The FMoH buy-in to PACK was such that there was a strong impetus to complete localisation within a period of months so that this key PHC transformation tool could be scaled up. A core team of eight Ethiopian technical experts worked full time on the localisation. An intensive mentorship package was provided by the KTU to complement the incountry content expertise, in particular with facilitating the consolidation of existing local guidelines and policies with the evidence-informed recommendations of PACK, and supporting integration of new content.20 The Ethiopia core team visited the KTU in Cape Town for a 5-day period, during which they worked closely with KTU mentors to become familiar with the PACK approach to, and tools for, content development, localisation and training. The process of localisation of complex and new clinical content was started, including scoping out child health priorities for inclusion. The Ethiopia team observed PACK in action in South African primary care during a facility-based PACK training session. This visit was followed 2 months later by a 2-week intensive localisation workshop attended by the KTU mentors, Ethiopia core team and local experts to obtain consensus on contentious clinical recommendations and develop additional content for priority conditions. Around 30 Ethiopian clinical guidelines were reviewed in relation to the evidence-based guidance in Global PACK (see online supplementary file 1) before the guide was finalised.

Supplementary data

bmjgh-2018-001108supp001.pdf (12.9KB, pdf)
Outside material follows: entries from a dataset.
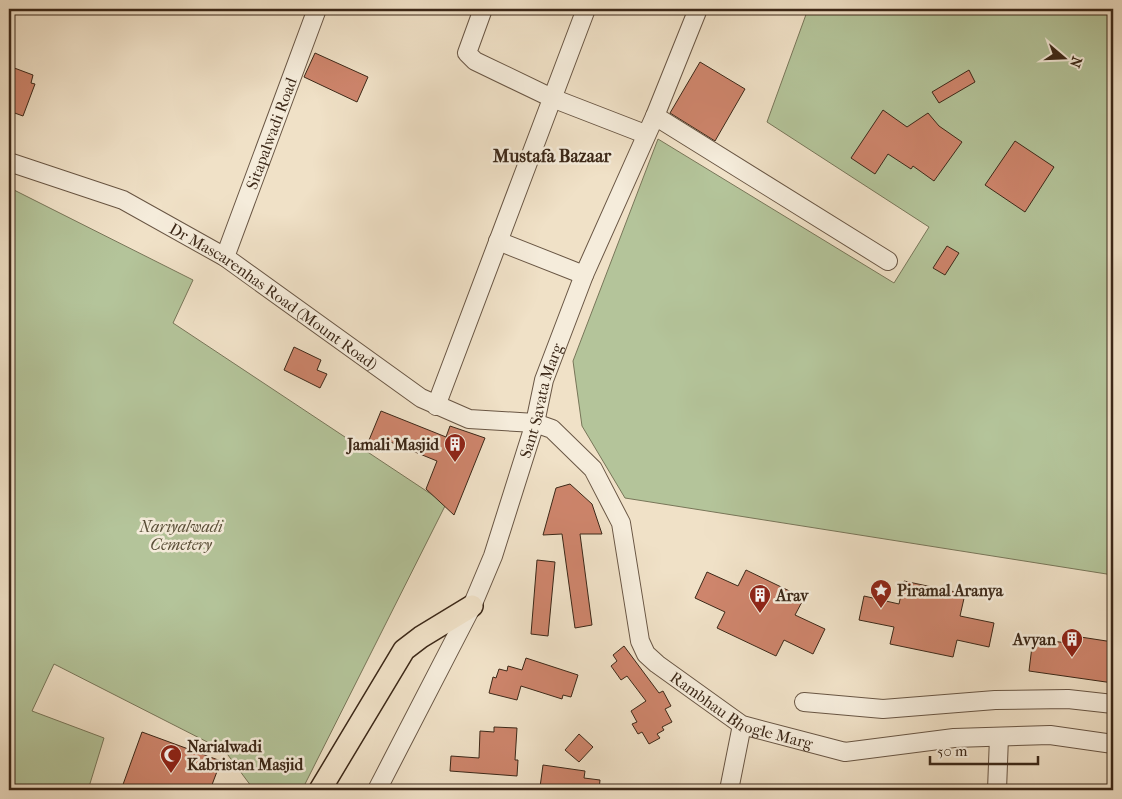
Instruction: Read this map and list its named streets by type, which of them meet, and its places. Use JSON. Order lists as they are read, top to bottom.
{
  "streets": {
    "street": [
      "Sitapalwadi Road",
      "Dr Mascarenhas Road (Mount Road)",
      "Sant Savata Marg",
      "Rambhau Bhogle Marg"
    ]
  },
  "crossings": [
    ["Sitapalwadi Road", "Dr Mascarenhas Road (Mount Road)"],
    ["Dr Mascarenhas Road (Mount Road)", "Sant Savata Marg"],
    ["Dr Mascarenhas Road (Mount Road)", "Rambhau Bhogle Marg"],
    ["Sant Savata Marg", "Rambhau Bhogle Marg"]
  ],
  "districts": ["Mustafa Bazaar"],
  "parks": ["Nariyalwadi Cemetery"],
  "places": {
    "building": ["Jamali Masjid", "Arav", "Avyan"],
    "place": ["Piramal Aranya"],
    "mosque": ["Narialwadi Kabristan Masjid"]
  },
  "scale_bar": "50 m",
  "north": "right"
}
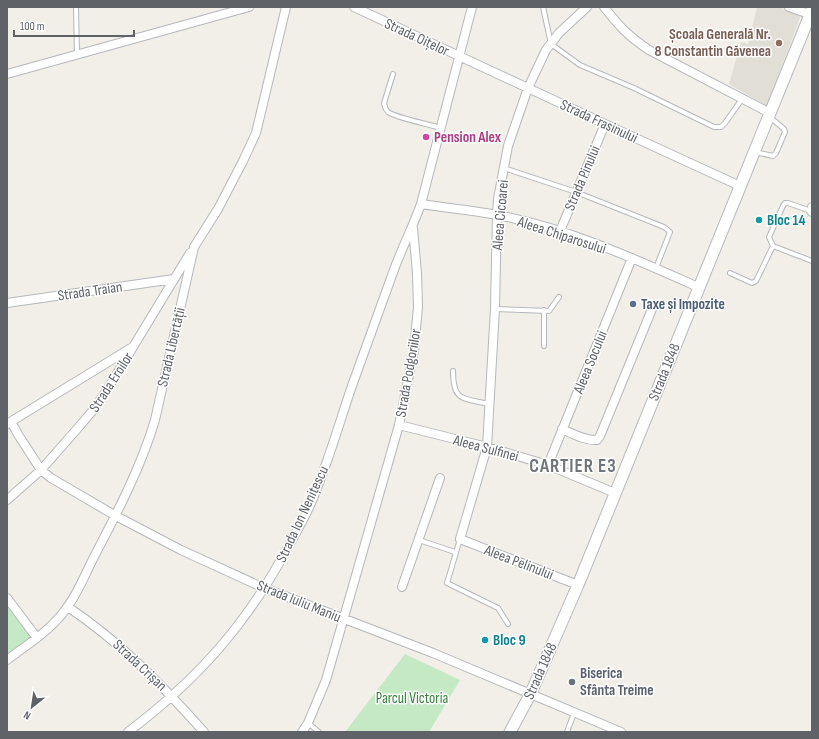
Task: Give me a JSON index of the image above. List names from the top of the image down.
{
  "streets": {
    "main road": ["Strada 1848"],
    "street": [
      "Strada Oițelor",
      "Strada Frasinului",
      "Strada Pinului",
      "Aleea Cicoarei",
      "Aleea Chiparosului",
      "Strada Traian",
      "Strada Libertății",
      "Aleea Socului",
      "Strada Podgoriilor",
      "Strada Eroilor",
      "Aleea Sulfinei",
      "Strada Ion Nenițescu",
      "Aleea Pelinului",
      "Strada Iuliu Maniu",
      "Strada Crișan"
    ]
  },
  "crossings": [
    ["Strada Oițelor", "Strada Frasinului"],
    ["Strada Oițelor", "Strada Podgoriilor"],
    ["Strada Frasinului", "Strada Pinului"],
    ["Strada Frasinului", "Aleea Cicoarei"],
    ["Strada Frasinului", "Strada 1848"],
    ["Strada Frasinului", "Strada Podgoriilor"],
    ["Strada Pinului", "Aleea Chiparosului"],
    ["Aleea Cicoarei", "Aleea Chiparosului"],
    ["Aleea Cicoarei", "Aleea Sulfinei"],
    ["Aleea Chiparosului", "Aleea Socului"],
    ["Aleea Chiparosului", "Strada 1848"],
    ["Aleea Chiparosului", "Strada Podgoriilor"],
    ["Strada Traian", "Strada Eroilor"],
    ["Strada Libertății", "Strada Eroilor"],
    ["Strada Libertății", "Strada Iuliu Maniu"],
    ["Strada Libertății", "Strada Crișan"],
    ["Aleea Socului", "Aleea Sulfinei"],
    ["Strada 1848", "Aleea Sulfinei"],
    ["Strada 1848", "Aleea Pelinului"],
    ["Strada 1848", "Strada Iuliu Maniu"],
    ["Strada Podgoriilor", "Aleea Sulfinei"],
    ["Strada Podgoriilor", "Strada Ion Nenițescu"],
    ["Strada Podgoriilor", "Strada Iuliu Maniu"],
    ["Strada Eroilor", "Strada Iuliu Maniu"],
    ["Strada Ion Nenițescu", "Strada Iuliu Maniu"],
    ["Strada Ion Nenițescu", "Strada Crișan"]
  ],
  "districts": ["CARTIER E3"],
  "parks": ["Parcul Victoria"],
  "places": [
    "Școala Generală Nr. 8 Constantin Găvenea",
    "Pension Alex",
    "Bloc 14",
    "Taxe și Impozite",
    "Bloc 9",
    "Biserica Sfânta Treime"
  ],
  "scale_bar": "100 m",
  "north": "bottom left"
}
Some of the key changes to the PACK guide are summarised in box 2. These changes were based on the localisation workshops and consultation process, the FMoH experience of policy priorities and past scale-up programmes and local evidence from implementing integrated mental health in primary care in Ethiopia.19 Rebranding as the ‘Ethiopian PHCG’ was of fundamental importance to communicate to regional, zonal and district healthcare planners, as well as to PHC professionals, that the guide was an Ethiopian product which was relevant to their needs. Expanding the age range to which the guide catered was considered crucial to address the 5–14 age group, not covered by the widely implemented WHO Integrated Management of Newborn and Child Illness guidelines.21 Approximately 15% of patient contacts in PHC in Ethiopia are for this age group.22 Expanding to incorporate a broader range of acute infectious presentations (like a symptom-based approach to fever including relapsing fever and typhus, not included in the generic PACK Global guide template) was required to ensure that the guide could be truly comprehensive for the Ethiopian setting. Some symptom presentations, for example for depression, were adapted on the basis of previous work in Ethiopia.23

Box 2. Changes to the Practical Approach to Care Kit to form the Ethiopian PHCG.

  • Rebranding as the Ethiopian Primary Health Care Clinical Guidelines (PHCG).
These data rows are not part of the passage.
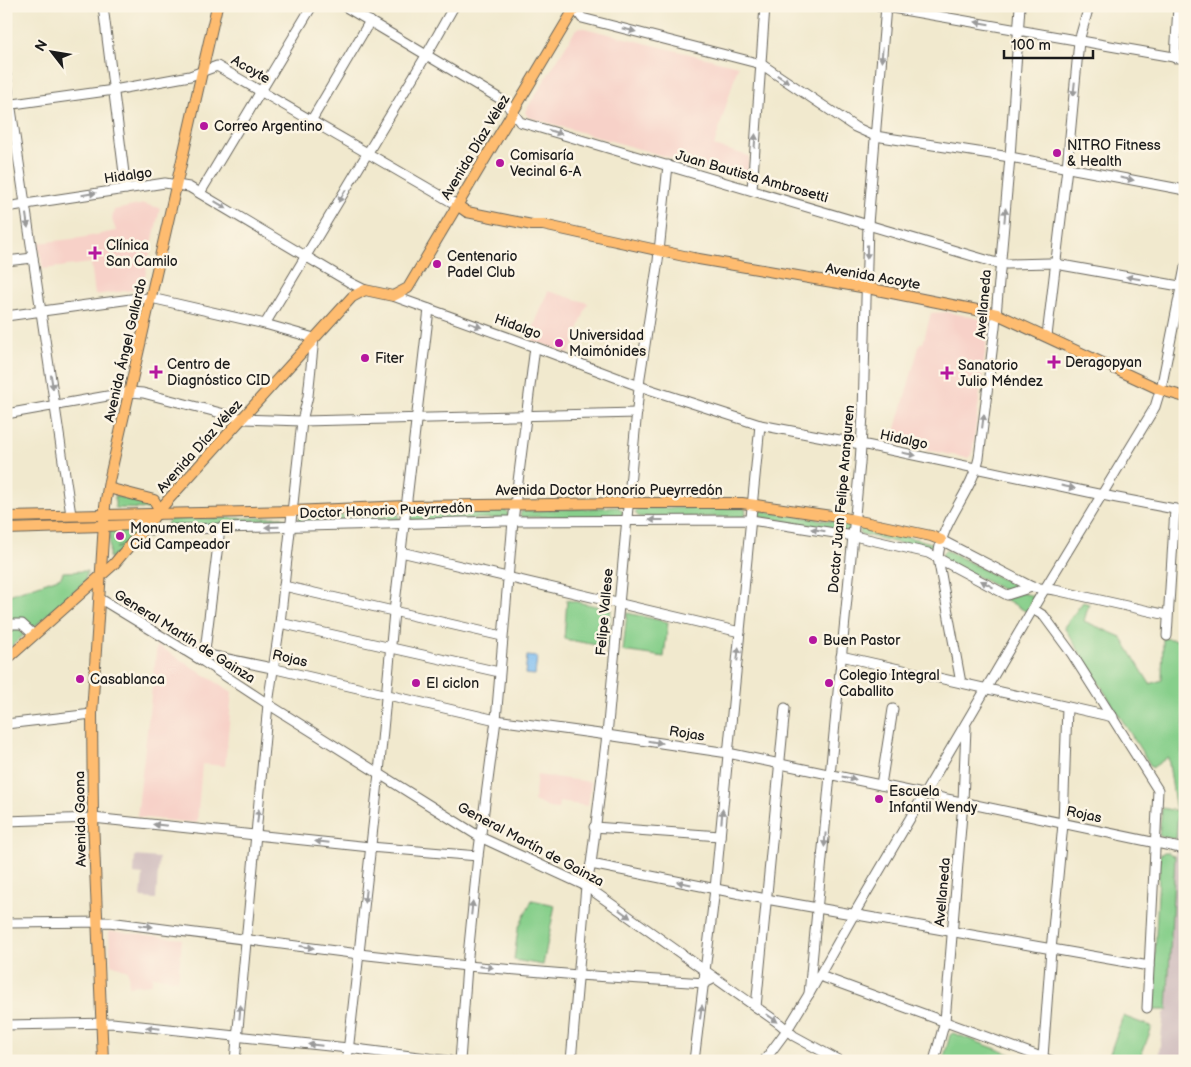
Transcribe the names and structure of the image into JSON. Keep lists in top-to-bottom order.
{
  "streets": {
    "main road": [
      "Avenida Díaz Vélez",
      "Hidalgo",
      "Avenida Acoyte",
      "Avenida Ángel Gallardo",
      "Avenida Doctor Honorio Pueyrredón",
      "Avenida Gaona"
    ],
    "street": [
      "Acoyte",
      "Juan Bautista Ambrosetti",
      "Avellaneda",
      "Doctor Juan Felipe Aranguren",
      "Doctor Honorio Pueyrredón",
      "Felipe Vallese",
      "General Martín de Gainza",
      "Rojas"
    ]
  },
  "crossings": [
    ["Acoyte", "Avenida Díaz Vélez"],
    ["Acoyte", "Avenida Acoyte"],
    ["Acoyte", "Avenida Ángel Gallardo"],
    ["Avenida Díaz Vélez", "Hidalgo"],
    ["Avenida Díaz Vélez", "Juan Bautista Ambrosetti"],
    ["Avenida Díaz Vélez", "Avenida Acoyte"],
    ["Avenida Díaz Vélez", "Avenida Doctor Honorio Pueyrredón"],
    ["Hidalgo", "Avellaneda"],
    ["Hidalgo", "Avenida Ángel Gallardo"],
    ["Hidalgo", "Doctor Juan Felipe Aranguren"],
    ["Hidalgo", "Felipe Vallese"],
    ["Juan Bautista Ambrosetti", "Avellaneda"],
    ["Juan Bautista Ambrosetti", "Doctor Juan Felipe Aranguren"],
    ["Juan Bautista Ambrosetti", "Felipe Vallese"],
    ["Avenida Acoyte", "Avellaneda"],
    ["Avenida Acoyte", "Doctor Juan Felipe Aranguren"],
    ["Avenida Acoyte", "Felipe Vallese"],
    ["Avellaneda", "Avenida Doctor Honorio Pueyrredón"],
    ["Avellaneda", "Doctor Honorio Pueyrredón"],
    ["Avellaneda", "Rojas"],
    ["Avenida Ángel Gallardo", "Avenida Doctor Honorio Pueyrredón"],
    ["Avenida Ángel Gallardo", "Avenida Gaona"],
    ["Avenida Doctor Honorio Pueyrredón", "Doctor Juan Felipe Aranguren"],
    ["Avenida Doctor Honorio Pueyrredón", "Doctor Honorio Pueyrredón"],
    ["Avenida Doctor Honorio Pueyrredón", "Felipe Vallese"],
    ["Avenida Doctor Honorio Pueyrredón", "Avenida Gaona"],
    ["Doctor Juan Felipe Aranguren", "Doctor Honorio Pueyrredón"],
    ["Doctor Juan Felipe Aranguren", "Rojas"],
    ["Doctor Honorio Pueyrredón", "Felipe Vallese"],
    ["Felipe Vallese", "General Martín de Gainza"],
    ["Felipe Vallese", "Rojas"],
    ["General Martín de Gainza", "Rojas"],
    ["General Martín de Gainza", "Avenida Gaona"]
  ],
  "one_way": ["Hidalgo", "Doctor Honorio Pueyrredón"],
  "places": {
    "other": [
      "Correo Argentino",
      "NITRO Fitness & Health",
      "Comisaría Vecinal 6-A",
      "Centenario Padel Club",
      "Universidad Maimónides",
      "Fiter",
      "Monumento a El Cid Campeador",
      "Buen Pastor",
      "Casablanca",
      "El ciclon",
      "Colegio Integral Caballito",
      "Escuela Infantil Wendy"
    ],
    "health": [
      "Clínica San Camilo",
      "Deragopyan",
      "Centro de Diagnóstico CID",
      "Sanatorio Julio Méndez"
    ]
  },
  "scale_bar": "100 m",
  "north": "top left"
}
  • Expansion to include common illness presentations of children aged 5 years and above.

  • Customising the common symptom presentations to the local context.

  • Adjustment of recommendations for medications and laboratory investigations to align with national recommendations for health centres.44

  • Expansion of existing content to address primary care priorities, for example, added focus on palliative care, and symptoms of locally salient acute infectious conditions (relapsing fever, typhus, cutaneous leishmaniasis), rheumatic heart disease and malnutrition.

  • Addition of photographs depicting local skin conditions.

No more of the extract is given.